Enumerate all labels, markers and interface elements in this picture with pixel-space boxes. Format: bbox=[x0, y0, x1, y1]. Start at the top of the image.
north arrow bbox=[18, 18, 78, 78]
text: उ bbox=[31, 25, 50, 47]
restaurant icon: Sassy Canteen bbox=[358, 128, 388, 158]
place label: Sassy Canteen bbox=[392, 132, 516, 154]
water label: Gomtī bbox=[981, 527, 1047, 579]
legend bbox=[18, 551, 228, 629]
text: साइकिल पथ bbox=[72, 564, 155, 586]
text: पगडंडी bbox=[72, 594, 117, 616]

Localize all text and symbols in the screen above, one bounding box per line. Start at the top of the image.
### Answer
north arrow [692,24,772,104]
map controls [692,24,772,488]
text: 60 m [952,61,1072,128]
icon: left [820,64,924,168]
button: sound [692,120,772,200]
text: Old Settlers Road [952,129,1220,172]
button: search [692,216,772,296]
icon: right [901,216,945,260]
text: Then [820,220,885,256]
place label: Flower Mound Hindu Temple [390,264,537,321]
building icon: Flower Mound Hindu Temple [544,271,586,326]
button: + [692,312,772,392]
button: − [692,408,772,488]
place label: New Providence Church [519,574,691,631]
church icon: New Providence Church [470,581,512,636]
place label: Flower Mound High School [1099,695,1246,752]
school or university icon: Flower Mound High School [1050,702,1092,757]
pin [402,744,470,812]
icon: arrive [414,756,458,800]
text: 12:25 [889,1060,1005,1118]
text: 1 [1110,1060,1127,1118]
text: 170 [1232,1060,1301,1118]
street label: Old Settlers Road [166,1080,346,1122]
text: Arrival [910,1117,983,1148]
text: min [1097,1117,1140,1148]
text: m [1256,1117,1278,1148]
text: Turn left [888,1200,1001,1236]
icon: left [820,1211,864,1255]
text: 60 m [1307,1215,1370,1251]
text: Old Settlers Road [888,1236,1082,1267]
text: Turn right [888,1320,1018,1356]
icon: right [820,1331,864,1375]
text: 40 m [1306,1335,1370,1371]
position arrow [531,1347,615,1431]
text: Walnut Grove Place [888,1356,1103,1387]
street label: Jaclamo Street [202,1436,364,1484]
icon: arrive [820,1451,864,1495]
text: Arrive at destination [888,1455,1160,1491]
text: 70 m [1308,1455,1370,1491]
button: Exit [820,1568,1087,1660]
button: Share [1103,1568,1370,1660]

### Task requirements
Reproduce every line of the records containing the string "Providence".

### Solution for this problem
place label: New Providence Church [519,574,691,631]
church icon: New Providence Church [470,581,512,636]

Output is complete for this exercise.